'''
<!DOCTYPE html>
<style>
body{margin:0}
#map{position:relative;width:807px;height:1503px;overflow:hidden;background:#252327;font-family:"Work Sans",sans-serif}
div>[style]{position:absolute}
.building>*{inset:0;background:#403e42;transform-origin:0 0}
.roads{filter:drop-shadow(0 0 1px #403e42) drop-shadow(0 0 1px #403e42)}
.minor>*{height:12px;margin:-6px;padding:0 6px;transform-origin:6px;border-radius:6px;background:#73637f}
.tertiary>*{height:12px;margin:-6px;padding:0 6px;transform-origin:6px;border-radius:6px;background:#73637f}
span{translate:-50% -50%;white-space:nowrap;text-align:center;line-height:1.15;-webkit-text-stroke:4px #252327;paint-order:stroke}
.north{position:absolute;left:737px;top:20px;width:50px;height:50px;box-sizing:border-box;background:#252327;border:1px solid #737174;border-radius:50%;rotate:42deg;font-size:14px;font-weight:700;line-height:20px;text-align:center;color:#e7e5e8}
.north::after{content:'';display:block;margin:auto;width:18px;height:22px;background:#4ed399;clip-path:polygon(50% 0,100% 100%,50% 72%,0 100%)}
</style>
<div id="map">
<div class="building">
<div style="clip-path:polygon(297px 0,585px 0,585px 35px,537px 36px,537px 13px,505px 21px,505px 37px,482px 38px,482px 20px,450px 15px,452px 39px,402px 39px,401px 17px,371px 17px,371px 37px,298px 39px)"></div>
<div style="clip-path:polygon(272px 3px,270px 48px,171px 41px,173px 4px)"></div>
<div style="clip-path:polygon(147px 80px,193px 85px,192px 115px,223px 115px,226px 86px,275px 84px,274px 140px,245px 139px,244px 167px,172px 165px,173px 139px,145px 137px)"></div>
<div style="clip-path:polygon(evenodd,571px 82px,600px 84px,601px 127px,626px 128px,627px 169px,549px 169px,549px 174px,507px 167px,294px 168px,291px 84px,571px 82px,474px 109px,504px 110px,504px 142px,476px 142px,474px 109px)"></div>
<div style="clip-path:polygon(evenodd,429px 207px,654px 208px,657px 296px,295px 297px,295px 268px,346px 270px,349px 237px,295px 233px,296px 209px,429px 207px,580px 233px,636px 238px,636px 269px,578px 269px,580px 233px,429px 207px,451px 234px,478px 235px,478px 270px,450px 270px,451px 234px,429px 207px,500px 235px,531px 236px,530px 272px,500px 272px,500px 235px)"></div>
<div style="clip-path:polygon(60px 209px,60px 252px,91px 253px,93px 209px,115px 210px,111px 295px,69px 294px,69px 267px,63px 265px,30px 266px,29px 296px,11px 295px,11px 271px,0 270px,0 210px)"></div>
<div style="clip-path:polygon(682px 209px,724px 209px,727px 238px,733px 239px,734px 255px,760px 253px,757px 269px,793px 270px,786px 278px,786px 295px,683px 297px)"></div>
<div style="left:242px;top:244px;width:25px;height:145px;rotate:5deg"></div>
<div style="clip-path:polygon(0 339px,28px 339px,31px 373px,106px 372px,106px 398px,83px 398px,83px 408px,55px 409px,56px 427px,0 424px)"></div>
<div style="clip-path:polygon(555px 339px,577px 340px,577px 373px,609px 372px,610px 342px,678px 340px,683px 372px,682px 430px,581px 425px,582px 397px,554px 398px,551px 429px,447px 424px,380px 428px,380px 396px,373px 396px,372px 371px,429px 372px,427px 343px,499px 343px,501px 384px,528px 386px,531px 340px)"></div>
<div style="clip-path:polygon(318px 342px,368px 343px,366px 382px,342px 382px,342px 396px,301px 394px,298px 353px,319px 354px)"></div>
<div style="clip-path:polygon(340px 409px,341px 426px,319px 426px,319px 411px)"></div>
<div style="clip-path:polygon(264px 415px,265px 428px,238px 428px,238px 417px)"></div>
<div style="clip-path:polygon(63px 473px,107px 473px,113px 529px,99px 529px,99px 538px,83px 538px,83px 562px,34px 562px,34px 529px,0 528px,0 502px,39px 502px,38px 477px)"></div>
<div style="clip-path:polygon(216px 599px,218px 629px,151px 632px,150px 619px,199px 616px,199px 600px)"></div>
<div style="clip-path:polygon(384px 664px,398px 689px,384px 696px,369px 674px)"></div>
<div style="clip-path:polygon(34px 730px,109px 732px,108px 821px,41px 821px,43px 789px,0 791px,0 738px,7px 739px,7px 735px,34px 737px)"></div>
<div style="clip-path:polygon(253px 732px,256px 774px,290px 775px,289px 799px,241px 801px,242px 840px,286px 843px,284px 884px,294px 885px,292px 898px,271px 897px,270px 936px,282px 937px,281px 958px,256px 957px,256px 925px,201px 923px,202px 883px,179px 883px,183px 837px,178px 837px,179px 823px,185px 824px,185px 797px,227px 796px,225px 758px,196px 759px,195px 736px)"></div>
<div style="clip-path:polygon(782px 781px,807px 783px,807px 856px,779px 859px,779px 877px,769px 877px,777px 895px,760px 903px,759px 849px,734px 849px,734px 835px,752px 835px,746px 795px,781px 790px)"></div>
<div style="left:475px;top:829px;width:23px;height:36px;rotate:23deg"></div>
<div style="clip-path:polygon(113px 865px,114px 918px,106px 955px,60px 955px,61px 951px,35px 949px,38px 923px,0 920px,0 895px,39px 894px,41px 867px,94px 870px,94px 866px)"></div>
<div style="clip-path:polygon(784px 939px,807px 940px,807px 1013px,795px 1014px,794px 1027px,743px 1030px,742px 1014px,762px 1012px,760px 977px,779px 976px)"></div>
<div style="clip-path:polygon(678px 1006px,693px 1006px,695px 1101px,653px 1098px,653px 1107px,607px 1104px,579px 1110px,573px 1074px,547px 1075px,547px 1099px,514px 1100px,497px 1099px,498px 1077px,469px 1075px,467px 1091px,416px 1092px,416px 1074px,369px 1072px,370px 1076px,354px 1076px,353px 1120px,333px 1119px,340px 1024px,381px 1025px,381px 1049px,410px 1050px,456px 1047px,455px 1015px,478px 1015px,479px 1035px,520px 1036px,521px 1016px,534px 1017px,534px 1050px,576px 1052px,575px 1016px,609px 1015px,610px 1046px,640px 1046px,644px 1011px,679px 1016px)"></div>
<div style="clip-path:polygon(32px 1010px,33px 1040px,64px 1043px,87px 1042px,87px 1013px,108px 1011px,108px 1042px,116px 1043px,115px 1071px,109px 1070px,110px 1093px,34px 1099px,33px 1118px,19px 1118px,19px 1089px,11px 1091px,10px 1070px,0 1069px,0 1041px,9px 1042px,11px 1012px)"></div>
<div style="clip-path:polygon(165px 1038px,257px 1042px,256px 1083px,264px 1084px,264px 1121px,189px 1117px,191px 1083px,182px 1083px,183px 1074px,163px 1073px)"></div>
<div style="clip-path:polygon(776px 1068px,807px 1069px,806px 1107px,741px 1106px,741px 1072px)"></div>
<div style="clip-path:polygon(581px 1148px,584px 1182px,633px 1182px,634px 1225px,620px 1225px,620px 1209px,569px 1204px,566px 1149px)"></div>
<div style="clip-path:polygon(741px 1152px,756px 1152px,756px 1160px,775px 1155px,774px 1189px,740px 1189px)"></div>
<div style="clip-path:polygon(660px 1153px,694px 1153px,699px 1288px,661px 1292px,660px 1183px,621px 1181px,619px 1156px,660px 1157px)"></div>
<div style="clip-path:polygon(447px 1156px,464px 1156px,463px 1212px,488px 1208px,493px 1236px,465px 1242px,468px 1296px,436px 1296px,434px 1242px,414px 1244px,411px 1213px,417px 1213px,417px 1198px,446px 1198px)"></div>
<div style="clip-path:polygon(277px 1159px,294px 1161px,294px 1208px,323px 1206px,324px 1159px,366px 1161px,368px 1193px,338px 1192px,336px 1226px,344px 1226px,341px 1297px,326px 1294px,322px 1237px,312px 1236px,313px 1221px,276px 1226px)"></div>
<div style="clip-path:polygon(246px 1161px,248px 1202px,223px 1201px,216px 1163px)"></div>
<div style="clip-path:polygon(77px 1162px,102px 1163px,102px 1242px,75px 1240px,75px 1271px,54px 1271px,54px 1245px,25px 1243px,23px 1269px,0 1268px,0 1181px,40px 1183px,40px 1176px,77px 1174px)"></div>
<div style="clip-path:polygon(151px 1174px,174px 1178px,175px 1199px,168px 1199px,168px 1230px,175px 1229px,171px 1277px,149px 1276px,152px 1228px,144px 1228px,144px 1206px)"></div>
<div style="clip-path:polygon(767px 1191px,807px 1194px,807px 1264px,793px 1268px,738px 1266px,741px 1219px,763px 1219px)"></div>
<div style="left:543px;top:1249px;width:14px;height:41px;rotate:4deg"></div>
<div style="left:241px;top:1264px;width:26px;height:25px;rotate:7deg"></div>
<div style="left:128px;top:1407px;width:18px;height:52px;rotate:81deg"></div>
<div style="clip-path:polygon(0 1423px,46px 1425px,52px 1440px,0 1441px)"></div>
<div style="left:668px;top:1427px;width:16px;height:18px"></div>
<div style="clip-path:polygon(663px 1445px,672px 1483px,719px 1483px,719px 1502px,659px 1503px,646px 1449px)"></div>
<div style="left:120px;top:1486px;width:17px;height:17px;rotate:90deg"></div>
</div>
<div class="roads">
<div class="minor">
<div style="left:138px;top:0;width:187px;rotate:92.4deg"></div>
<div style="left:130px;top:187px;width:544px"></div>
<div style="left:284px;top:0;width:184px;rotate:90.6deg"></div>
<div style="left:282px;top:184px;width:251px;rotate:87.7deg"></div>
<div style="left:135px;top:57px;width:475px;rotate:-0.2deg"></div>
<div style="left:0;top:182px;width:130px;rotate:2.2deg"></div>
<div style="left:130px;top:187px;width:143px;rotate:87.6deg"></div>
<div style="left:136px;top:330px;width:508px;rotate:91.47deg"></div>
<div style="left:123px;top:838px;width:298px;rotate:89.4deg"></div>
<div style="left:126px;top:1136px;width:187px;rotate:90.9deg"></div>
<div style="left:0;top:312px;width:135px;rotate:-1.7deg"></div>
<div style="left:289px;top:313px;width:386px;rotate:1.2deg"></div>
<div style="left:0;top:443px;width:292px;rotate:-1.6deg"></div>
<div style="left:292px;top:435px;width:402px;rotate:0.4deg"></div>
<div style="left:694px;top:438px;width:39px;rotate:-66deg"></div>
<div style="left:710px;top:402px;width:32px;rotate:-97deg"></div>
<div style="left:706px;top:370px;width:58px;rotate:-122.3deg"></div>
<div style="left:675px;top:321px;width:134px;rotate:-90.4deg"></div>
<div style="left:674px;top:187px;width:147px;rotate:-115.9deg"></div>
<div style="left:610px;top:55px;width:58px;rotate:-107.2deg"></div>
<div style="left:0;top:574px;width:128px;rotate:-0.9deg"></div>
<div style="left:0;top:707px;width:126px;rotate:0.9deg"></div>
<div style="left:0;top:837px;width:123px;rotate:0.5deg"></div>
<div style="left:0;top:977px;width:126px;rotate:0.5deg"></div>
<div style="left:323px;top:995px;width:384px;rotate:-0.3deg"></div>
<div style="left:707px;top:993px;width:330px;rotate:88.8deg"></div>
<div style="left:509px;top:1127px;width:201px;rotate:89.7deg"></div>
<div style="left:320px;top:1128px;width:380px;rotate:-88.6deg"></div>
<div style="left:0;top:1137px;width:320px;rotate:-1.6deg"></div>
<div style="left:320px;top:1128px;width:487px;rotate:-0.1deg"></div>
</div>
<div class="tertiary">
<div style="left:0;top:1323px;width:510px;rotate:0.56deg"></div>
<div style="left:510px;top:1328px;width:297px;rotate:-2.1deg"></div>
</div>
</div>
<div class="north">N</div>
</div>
'''
### Goal of the exercise
In the answer, the lines from the first line of the data above through the line containing "1px #403e42) drop-shadow(0" must appear exactly as written, with nothing else.

### Your response
<!DOCTYPE html>
<style>
body{margin:0}
#map{position:relative;width:807px;height:1503px;overflow:hidden;background:#252327;font-family:"Work Sans",sans-serif}
div>[style]{position:absolute}
.building>*{inset:0;background:#403e42;transform-origin:0 0}
.roads{filter:drop-shadow(0 0 1px #403e42) drop-shadow(0 0 1px #403e42)}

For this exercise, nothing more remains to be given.